Dear Annie: Please help me with an embarrassing situation.
At the age of 60, I've suddenly become a spitter.
I cannot seem to converse without spraying my poor victim.
My dentist says it must be the prescriptions I'm taking, but my doctor says that's not the case.
Any thoughts? — Ocean Spray
Dear Ocean Spray: Did this problem start shortly after you began taking these medications? If so, your dentist could be right and you should ask your doctor if you can make a substitution.
Also ask the doctor if the spitting might be related to a loss of muscle control or a sinus problem that is interfering with your breathing.
At your next dental visit, ask if your bite is off or if there's a gap in your teeth that wasn't there before.
If you wear dentures, they may need to be refitted.
Until then, now that you are aware of the problem, make an extra effort to speak more slowly, swallow more often and keep a handkerchief handy.
Dear Annie: I am a hairdresser at a neighborhood beauty salon.
Yesterday, a woman came into the shop to get highlights and a haircut.
This is a two-hour process.
Unfortunately, she brought along her 6-year-old son, 4-year-old daughter and 3-week-old baby.

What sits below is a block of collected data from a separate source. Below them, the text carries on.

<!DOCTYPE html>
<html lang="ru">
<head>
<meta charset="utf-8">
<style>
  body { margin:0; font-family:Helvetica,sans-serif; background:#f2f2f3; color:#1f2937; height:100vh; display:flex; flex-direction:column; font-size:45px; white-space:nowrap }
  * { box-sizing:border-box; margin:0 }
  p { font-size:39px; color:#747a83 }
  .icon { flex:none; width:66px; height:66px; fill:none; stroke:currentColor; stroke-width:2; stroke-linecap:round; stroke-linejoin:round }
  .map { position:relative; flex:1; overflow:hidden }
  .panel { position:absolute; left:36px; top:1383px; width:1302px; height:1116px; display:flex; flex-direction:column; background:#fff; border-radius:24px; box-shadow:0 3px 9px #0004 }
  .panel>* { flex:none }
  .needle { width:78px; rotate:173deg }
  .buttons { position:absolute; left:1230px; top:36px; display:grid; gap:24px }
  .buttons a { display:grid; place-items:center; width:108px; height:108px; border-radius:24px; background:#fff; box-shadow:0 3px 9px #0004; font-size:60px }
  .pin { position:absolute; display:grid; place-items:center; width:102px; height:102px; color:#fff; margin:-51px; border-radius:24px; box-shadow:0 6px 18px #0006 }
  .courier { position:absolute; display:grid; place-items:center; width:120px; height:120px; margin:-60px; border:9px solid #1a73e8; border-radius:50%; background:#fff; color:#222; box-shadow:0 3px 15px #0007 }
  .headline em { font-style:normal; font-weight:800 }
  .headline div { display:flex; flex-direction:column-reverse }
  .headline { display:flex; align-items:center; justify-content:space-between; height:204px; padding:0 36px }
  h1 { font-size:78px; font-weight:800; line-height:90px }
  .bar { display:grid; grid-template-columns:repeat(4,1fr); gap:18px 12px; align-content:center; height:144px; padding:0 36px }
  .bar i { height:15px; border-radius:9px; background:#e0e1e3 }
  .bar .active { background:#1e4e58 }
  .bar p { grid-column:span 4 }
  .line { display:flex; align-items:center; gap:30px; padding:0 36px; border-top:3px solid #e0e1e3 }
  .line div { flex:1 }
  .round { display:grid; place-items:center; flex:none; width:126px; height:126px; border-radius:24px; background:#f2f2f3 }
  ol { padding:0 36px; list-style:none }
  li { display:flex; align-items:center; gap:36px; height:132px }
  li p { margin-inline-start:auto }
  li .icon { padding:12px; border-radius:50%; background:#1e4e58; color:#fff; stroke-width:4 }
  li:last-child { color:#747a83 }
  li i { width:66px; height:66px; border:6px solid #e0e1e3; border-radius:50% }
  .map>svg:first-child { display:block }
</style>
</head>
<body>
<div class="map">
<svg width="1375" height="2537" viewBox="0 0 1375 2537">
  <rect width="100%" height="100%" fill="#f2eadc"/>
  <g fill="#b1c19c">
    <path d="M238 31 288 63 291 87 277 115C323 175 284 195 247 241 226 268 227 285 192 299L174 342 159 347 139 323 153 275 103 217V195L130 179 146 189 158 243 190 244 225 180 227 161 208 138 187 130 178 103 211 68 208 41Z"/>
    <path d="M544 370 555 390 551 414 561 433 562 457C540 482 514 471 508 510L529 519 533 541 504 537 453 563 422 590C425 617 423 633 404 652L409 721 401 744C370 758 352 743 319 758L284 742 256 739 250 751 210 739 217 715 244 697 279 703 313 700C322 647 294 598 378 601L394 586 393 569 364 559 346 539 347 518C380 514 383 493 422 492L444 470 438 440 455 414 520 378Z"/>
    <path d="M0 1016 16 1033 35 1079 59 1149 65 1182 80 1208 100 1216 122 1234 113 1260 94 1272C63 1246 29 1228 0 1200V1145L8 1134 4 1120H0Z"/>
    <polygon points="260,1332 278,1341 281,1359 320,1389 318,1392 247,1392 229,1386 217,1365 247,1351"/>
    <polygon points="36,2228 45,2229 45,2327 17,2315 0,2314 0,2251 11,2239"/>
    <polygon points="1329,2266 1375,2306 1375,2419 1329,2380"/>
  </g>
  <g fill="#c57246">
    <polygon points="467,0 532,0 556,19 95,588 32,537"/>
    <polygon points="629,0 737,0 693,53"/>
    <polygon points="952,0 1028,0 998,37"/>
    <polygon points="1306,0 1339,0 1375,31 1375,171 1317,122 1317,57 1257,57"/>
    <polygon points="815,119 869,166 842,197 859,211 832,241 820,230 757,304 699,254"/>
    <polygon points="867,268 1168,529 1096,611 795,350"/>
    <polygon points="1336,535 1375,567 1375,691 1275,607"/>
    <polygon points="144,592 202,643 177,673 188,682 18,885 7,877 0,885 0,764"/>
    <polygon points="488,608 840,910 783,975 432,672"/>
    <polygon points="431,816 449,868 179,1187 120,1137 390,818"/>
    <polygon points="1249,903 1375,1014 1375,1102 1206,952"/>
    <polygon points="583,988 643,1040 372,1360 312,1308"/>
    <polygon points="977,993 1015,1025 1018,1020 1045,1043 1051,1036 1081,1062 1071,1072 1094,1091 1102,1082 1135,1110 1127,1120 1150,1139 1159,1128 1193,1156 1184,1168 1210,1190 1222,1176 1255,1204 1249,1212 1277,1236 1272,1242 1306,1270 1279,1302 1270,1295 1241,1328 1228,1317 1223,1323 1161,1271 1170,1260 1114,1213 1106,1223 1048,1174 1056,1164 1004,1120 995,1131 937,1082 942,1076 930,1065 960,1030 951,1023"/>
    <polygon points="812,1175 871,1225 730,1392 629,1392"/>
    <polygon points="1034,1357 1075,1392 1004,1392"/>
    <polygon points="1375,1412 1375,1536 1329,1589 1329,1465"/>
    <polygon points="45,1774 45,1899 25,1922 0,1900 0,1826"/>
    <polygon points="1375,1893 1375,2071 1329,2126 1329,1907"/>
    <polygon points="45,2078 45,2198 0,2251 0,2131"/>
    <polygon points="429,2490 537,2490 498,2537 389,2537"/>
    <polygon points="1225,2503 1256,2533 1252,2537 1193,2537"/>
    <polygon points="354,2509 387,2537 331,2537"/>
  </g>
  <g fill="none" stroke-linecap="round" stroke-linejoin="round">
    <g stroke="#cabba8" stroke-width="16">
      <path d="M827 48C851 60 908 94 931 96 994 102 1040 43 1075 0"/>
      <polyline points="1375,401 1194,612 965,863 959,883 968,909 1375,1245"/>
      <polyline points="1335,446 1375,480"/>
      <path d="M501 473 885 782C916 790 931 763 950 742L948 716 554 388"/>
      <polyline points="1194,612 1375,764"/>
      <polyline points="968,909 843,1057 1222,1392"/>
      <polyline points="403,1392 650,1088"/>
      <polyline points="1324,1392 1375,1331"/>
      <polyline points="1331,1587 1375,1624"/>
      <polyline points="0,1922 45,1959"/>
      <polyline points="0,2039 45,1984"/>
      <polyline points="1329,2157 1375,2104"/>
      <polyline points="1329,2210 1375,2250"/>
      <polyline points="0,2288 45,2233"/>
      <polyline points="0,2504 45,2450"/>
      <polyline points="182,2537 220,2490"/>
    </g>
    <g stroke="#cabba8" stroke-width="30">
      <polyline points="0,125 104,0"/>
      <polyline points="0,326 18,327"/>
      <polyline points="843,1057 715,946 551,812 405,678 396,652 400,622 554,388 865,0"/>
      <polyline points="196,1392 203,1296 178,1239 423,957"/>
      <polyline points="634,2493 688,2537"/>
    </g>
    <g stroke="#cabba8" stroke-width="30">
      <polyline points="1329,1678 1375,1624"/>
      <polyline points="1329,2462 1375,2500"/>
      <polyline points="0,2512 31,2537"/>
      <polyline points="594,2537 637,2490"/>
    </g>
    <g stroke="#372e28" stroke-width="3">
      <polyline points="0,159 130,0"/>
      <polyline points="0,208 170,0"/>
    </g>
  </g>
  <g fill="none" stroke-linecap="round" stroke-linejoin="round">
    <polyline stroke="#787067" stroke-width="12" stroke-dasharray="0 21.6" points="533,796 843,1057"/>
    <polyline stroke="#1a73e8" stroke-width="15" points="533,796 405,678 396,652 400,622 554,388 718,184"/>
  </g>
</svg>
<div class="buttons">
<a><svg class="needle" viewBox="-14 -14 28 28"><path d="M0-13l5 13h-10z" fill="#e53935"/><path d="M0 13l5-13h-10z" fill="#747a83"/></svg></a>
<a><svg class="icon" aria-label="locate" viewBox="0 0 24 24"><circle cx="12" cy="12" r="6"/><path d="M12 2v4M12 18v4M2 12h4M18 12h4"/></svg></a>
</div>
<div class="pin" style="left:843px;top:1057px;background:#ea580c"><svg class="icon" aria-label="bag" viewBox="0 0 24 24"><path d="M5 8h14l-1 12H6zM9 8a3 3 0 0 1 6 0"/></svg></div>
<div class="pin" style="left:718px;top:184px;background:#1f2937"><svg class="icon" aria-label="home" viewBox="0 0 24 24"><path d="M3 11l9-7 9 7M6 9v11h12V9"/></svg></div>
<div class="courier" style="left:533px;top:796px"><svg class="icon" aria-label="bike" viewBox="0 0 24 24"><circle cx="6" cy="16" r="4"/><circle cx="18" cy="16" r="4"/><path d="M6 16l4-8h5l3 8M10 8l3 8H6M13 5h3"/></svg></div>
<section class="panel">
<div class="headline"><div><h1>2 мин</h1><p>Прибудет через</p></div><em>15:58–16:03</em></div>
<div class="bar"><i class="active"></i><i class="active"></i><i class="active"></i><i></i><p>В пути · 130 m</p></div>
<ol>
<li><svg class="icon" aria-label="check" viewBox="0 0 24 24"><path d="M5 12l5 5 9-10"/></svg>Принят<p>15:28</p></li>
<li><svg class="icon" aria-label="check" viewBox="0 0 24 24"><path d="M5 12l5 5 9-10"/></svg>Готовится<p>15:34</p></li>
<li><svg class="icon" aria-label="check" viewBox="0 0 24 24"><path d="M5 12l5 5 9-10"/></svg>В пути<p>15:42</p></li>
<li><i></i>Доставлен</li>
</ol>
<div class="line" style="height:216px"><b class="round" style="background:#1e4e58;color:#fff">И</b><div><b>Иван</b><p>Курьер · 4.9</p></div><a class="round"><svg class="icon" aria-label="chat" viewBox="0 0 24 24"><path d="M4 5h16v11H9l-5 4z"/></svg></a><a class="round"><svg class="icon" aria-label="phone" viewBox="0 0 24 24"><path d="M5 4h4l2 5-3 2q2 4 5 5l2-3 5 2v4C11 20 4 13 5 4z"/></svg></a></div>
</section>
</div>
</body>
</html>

After five minutes, the two older children were bored and the baby was hungry.
This is a very busy salon, and apparently, the woman assumed the other customers would amuse her two older children while she fed the infant.
And she's doing that while I'm working on her hair!

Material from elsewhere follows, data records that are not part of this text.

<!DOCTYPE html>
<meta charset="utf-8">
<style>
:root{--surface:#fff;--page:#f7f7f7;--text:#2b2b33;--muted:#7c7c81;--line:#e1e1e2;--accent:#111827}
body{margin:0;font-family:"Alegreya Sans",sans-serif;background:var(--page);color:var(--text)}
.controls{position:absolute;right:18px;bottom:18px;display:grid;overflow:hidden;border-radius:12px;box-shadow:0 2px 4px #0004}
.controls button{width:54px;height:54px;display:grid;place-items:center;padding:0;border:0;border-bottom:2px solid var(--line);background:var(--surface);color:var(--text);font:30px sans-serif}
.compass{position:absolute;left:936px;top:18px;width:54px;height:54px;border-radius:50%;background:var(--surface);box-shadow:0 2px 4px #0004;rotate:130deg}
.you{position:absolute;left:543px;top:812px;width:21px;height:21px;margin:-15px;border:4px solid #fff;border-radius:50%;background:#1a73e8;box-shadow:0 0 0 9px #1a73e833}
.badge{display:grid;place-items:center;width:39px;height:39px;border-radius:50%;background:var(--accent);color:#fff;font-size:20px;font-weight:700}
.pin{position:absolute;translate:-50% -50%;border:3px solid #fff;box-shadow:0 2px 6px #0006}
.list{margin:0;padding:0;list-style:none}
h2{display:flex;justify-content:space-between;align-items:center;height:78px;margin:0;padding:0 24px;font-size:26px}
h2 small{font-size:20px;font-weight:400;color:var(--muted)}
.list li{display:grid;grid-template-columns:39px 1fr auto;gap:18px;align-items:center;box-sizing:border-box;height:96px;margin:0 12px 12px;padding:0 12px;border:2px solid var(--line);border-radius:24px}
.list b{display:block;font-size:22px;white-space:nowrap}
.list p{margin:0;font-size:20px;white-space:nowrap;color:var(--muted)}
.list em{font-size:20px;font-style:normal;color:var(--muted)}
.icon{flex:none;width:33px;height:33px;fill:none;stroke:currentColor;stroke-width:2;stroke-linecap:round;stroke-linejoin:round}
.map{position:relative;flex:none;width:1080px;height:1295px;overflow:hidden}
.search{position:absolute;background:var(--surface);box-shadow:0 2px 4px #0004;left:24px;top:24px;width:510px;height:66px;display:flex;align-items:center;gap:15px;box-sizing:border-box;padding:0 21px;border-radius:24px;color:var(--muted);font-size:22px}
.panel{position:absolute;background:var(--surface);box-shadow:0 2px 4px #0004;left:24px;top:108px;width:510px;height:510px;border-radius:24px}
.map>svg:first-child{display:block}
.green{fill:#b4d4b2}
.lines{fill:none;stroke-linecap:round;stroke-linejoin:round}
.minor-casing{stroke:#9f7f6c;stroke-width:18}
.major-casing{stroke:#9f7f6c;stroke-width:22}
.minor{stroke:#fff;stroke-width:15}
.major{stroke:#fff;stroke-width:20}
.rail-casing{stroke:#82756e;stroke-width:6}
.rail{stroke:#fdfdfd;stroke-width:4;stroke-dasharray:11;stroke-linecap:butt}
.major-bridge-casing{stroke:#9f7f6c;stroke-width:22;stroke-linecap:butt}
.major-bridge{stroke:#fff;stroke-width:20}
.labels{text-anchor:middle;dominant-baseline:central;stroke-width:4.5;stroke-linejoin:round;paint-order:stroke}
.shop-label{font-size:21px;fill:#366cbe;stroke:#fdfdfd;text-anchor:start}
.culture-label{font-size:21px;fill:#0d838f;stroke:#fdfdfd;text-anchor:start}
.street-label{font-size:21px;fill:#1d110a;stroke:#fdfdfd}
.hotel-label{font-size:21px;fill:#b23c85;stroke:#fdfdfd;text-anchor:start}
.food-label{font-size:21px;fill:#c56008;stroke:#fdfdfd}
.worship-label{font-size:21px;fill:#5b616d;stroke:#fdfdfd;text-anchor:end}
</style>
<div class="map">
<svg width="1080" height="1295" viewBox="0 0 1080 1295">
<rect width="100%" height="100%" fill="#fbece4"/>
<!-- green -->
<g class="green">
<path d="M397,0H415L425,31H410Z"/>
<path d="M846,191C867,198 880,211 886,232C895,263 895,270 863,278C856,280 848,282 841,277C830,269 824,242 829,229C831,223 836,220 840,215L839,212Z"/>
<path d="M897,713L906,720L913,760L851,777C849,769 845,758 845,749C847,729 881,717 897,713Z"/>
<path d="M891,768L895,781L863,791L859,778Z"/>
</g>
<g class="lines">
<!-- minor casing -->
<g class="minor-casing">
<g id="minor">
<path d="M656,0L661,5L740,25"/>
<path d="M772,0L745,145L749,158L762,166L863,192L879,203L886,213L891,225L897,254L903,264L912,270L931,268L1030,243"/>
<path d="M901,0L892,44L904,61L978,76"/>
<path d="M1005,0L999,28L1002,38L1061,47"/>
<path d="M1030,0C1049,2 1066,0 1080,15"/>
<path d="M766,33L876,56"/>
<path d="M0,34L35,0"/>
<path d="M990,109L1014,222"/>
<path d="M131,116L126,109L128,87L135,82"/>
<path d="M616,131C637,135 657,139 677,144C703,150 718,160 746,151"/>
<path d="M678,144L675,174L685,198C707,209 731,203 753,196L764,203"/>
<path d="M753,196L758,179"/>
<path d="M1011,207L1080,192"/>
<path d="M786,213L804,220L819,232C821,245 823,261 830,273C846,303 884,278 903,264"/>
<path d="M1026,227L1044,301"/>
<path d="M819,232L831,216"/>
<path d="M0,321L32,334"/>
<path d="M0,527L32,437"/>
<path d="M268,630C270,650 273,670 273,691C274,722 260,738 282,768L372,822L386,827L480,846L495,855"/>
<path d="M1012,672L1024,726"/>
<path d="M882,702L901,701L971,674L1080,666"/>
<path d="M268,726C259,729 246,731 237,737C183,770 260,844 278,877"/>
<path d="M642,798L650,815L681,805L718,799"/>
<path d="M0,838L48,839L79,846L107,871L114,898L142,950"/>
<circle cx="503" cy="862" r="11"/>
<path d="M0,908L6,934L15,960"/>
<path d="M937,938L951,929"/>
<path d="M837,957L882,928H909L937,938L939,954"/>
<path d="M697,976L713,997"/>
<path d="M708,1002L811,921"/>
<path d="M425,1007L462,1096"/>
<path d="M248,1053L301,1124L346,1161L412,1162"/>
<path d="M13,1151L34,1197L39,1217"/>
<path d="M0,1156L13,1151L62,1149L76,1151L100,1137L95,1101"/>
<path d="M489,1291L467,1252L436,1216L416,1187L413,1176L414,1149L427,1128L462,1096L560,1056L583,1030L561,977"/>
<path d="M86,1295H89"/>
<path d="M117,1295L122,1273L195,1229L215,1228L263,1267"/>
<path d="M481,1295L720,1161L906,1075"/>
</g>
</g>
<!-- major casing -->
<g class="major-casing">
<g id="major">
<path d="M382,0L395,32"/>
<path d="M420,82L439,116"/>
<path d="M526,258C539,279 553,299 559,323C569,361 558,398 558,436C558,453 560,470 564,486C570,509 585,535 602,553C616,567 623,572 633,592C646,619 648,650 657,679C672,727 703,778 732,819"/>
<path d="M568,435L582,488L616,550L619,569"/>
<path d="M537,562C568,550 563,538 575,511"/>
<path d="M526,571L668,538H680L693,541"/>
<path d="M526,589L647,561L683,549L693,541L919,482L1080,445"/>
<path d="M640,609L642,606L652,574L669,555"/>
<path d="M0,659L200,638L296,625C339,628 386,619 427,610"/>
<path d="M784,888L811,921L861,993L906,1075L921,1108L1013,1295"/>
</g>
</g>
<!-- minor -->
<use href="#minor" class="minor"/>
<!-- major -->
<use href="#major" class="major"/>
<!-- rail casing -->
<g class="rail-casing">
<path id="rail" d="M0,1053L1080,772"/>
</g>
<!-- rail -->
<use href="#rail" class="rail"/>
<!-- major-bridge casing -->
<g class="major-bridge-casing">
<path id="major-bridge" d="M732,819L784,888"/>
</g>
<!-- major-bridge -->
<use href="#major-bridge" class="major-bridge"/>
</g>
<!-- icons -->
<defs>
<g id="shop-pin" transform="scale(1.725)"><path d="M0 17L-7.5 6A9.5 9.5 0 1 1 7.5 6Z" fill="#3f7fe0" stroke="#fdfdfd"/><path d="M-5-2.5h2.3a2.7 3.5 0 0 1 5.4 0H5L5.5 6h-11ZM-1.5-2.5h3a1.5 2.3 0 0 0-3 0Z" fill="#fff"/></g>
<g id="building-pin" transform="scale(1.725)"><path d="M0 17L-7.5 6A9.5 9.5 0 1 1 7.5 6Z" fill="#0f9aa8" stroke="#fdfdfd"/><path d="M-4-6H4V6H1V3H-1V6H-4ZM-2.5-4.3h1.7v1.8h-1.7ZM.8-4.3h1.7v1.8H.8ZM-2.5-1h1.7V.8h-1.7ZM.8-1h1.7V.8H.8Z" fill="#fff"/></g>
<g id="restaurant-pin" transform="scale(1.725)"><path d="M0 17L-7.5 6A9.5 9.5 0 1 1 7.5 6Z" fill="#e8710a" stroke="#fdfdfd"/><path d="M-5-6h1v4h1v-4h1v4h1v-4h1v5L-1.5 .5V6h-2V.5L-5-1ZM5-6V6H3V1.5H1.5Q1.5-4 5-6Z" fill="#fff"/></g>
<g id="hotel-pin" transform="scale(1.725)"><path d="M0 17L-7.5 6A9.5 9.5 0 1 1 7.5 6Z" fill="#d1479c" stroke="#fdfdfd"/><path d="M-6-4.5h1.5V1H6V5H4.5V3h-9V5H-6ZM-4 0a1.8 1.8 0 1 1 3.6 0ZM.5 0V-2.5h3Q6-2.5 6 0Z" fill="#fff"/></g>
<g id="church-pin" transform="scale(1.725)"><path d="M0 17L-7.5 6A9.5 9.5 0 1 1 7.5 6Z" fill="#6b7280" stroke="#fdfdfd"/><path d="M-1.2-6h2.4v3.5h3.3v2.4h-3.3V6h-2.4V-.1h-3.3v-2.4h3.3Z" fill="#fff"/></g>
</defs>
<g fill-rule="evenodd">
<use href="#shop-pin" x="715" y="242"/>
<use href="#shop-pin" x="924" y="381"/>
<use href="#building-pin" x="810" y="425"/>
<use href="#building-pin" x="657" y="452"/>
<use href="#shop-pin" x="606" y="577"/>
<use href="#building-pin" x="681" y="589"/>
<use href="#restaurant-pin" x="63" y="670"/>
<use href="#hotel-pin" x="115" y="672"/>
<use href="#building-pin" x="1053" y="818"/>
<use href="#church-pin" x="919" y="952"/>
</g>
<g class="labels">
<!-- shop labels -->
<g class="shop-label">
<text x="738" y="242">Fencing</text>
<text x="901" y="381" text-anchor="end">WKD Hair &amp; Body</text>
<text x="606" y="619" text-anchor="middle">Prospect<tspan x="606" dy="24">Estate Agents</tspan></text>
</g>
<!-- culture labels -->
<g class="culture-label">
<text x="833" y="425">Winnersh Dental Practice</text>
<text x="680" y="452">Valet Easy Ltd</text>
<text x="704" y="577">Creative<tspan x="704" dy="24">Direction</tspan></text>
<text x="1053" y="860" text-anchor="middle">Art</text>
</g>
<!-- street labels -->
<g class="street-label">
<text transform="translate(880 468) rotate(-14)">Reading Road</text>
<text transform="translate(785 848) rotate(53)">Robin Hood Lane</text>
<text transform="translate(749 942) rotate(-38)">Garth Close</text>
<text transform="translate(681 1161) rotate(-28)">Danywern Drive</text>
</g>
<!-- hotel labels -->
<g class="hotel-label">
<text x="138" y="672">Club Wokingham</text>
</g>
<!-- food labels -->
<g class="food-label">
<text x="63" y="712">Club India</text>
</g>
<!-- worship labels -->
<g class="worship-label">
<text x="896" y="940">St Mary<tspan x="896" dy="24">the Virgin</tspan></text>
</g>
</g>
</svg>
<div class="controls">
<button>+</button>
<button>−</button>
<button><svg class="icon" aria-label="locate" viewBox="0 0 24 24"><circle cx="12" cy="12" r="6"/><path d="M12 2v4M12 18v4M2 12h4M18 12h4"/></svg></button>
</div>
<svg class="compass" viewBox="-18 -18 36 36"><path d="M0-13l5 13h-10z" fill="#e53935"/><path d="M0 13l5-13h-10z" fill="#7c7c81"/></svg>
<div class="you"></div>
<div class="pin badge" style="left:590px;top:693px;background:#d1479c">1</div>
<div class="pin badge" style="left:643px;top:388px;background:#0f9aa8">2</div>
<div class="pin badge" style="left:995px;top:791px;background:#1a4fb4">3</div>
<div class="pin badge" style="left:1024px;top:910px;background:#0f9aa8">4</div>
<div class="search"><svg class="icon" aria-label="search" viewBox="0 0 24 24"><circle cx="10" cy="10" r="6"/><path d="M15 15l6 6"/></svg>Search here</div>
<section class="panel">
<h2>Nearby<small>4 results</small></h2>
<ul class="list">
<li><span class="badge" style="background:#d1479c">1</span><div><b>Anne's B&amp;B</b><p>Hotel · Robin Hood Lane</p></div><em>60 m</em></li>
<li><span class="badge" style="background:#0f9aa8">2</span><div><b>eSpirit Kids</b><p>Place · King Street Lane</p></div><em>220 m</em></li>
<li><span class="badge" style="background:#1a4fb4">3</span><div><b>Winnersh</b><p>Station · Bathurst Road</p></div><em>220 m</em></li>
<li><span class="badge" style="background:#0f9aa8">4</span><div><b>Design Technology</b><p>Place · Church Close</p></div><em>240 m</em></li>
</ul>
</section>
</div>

This woman made her appointment two weeks in advance.
Surely she could have found a baby sitter.
Don't you find this rude? — Utterly Speechless in Connecticut
Dear Speechless: It's not only rude, it is dangerous for the children.
Beauty operators work with a number of harsh chemicals, not to mention sharp scissors and hot dryers.
Children should not be running around in salons, and holding an infant on your lap while the hairdresser is coloring your hair is the height of parental irresponsibility.
We know it's not always easy to find a sitter, but when you can make an appointment weeks in advance, there's simply no excuse to bring the kids.